Un piano di gestione della configurazione (sia come documento separato che come sezione del piano di gestione dell’ambito) dovrebbe descrivere tutte le tecniche specifiche e la misura della loro applicazione durante il ciclo di vita. Il piano dovrebbe anche identificare i ruoli e le responsabilità dell’esecuzione della gestione della configurazione. La fase di inizio accerterà la presenza delle risorse richieste, incluse quelle umane, gli strumenti e i sistemi.

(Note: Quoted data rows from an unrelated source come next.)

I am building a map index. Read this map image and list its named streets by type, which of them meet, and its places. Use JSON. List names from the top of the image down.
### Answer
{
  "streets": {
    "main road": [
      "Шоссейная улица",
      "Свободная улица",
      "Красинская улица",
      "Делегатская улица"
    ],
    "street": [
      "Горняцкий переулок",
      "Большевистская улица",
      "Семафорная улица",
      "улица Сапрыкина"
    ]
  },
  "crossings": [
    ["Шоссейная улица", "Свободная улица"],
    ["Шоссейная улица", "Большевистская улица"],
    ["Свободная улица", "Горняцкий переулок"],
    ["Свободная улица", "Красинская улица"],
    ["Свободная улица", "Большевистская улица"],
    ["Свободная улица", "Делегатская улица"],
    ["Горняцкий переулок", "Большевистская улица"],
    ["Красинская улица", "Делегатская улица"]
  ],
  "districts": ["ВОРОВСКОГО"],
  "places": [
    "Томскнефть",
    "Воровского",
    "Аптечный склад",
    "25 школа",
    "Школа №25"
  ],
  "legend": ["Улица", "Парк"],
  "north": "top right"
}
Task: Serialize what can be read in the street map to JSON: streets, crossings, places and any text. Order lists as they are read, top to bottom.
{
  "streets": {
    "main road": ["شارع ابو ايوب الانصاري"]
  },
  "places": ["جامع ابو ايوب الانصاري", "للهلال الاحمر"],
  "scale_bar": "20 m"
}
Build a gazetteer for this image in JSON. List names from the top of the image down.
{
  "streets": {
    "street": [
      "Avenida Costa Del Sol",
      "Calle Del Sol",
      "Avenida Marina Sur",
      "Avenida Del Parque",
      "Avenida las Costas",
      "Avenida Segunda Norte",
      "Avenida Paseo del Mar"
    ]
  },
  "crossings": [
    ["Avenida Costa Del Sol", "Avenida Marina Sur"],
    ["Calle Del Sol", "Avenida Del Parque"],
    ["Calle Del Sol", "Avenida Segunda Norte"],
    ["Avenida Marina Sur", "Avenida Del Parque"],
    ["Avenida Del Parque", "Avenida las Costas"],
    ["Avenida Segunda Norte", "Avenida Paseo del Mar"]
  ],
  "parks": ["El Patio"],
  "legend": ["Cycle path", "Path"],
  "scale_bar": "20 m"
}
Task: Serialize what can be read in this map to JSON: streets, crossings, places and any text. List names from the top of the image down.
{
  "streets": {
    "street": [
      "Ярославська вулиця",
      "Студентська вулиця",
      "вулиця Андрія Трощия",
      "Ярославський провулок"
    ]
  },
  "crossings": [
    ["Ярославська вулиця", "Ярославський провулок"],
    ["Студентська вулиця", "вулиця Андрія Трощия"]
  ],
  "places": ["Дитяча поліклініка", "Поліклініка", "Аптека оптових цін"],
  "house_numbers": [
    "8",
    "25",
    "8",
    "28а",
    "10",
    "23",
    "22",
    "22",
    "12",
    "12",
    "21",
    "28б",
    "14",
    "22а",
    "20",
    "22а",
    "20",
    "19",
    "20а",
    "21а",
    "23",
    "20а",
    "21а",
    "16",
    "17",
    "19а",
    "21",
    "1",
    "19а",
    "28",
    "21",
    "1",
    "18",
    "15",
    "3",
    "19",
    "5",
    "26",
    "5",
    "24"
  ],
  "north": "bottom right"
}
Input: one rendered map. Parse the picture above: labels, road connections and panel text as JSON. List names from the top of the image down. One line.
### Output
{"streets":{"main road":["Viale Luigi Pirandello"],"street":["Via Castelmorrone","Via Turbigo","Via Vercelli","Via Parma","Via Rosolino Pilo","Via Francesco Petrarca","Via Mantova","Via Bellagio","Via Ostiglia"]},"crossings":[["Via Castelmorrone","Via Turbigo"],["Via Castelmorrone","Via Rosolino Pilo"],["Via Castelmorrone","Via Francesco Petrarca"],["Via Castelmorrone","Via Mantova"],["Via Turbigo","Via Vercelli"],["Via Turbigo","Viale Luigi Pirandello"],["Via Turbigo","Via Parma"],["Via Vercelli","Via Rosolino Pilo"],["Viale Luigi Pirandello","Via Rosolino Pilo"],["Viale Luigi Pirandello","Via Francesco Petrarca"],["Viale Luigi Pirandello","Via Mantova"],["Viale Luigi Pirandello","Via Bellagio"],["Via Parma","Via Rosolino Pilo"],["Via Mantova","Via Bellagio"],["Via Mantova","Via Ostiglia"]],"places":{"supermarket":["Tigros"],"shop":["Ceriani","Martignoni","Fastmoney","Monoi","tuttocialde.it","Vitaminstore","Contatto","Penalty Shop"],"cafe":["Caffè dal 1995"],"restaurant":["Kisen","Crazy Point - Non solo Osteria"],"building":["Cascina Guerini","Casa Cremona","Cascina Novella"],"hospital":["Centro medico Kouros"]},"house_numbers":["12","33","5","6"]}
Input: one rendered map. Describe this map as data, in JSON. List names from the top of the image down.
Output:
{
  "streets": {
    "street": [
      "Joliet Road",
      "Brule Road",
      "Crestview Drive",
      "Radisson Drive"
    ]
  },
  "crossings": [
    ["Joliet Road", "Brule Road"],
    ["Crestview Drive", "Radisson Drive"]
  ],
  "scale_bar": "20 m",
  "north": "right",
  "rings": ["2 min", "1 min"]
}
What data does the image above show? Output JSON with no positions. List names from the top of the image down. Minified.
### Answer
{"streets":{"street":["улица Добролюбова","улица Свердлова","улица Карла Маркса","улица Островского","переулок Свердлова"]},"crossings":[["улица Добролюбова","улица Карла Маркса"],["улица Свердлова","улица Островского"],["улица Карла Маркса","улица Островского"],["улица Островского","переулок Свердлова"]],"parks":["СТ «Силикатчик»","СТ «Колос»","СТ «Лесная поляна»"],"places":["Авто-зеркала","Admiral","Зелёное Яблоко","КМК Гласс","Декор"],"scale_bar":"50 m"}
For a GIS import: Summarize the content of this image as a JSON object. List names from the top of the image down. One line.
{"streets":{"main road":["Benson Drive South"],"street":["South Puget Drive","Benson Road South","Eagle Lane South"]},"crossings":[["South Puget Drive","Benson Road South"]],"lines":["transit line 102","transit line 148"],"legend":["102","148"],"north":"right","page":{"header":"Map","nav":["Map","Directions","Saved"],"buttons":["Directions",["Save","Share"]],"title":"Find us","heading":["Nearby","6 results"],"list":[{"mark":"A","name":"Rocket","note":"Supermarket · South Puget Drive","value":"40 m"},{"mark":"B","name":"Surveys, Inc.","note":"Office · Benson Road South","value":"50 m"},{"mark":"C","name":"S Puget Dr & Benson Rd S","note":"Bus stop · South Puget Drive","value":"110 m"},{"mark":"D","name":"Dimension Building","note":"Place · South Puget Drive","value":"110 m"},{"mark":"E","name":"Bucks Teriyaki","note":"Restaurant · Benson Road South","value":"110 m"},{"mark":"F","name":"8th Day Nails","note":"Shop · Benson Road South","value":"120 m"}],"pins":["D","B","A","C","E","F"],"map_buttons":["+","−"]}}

L’identificazione della configurazione riguarda la scomposizione del lavoro nei prodotti che lo compongono (elementi della configurazione), la creazione di un sistema di numerazione o di riferimento univoco e la determinazione delle baseline della configurazione. Questo passo collima strettamente con la preparazione di una struttura di scomposizione del prodotto propria della funzione di gestione dell’ambito.

La fase di controllo assicura che siano documentati tutti i cambiamenti agli elementi della configurazione. Un aspetto importante è la capacità di identificare le relazioni intercorrenti fra gli elementi della configurazione. Questa è un’informazione essenziale per i passi di revisione e valutazione della procedura di controllo dei cambiamenti in quanto la praticabilità di un cambiamento dell’ambito sarà influenzata dal suo impatto sugli elementi della configurazione interconnessi.

La registrazione dello stato individua lo stato attuale di una configurazione, rendendo tracciabili gli elementi della configurazione durante tutto il corso del loro sviluppo e operatività. Rapporti sullo stato ad intervalli regolari indicheranno se le richieste di cambiamento vengono esaminate tempestivamente e possono evidenziare prodotti che sono soggetti a frequenti richieste di cambiamento o stakeholder che ne sono fonti abituali.

La verifica e l’audit sono utilizzate per stabilire se un prodotto si conforma ai propri requisiti e alle informazioni di configurazione. Di solito un audit viene eseguito alla fine di una fase di progetto o di programma o di una tranche.

Gli audit sulla configurazione assumono una di queste tre forme:

  • Un audit fisico esamina gli aspetti pertinenti di un elemento della configurazione e confermerà che il detto elemento soddisfa la sua specifica. Verificherà i risultati del controllo di qualità e confermerà che sia stata completata tutta la documentazione di test necessaria.

  •  Un audit sulla funzione di un elemento della configurazione controllerà che questo esegua la funzione per la quale è stato progettato.

  • Un audit di sistema controlla che il sistema di gestione della configurazione funzioni, sia in grado di supportare la procedura pianificata ed esegua le funzioni necessarie. Questo aspetto della gestione della configurazione fa parte della garanzia della funzione.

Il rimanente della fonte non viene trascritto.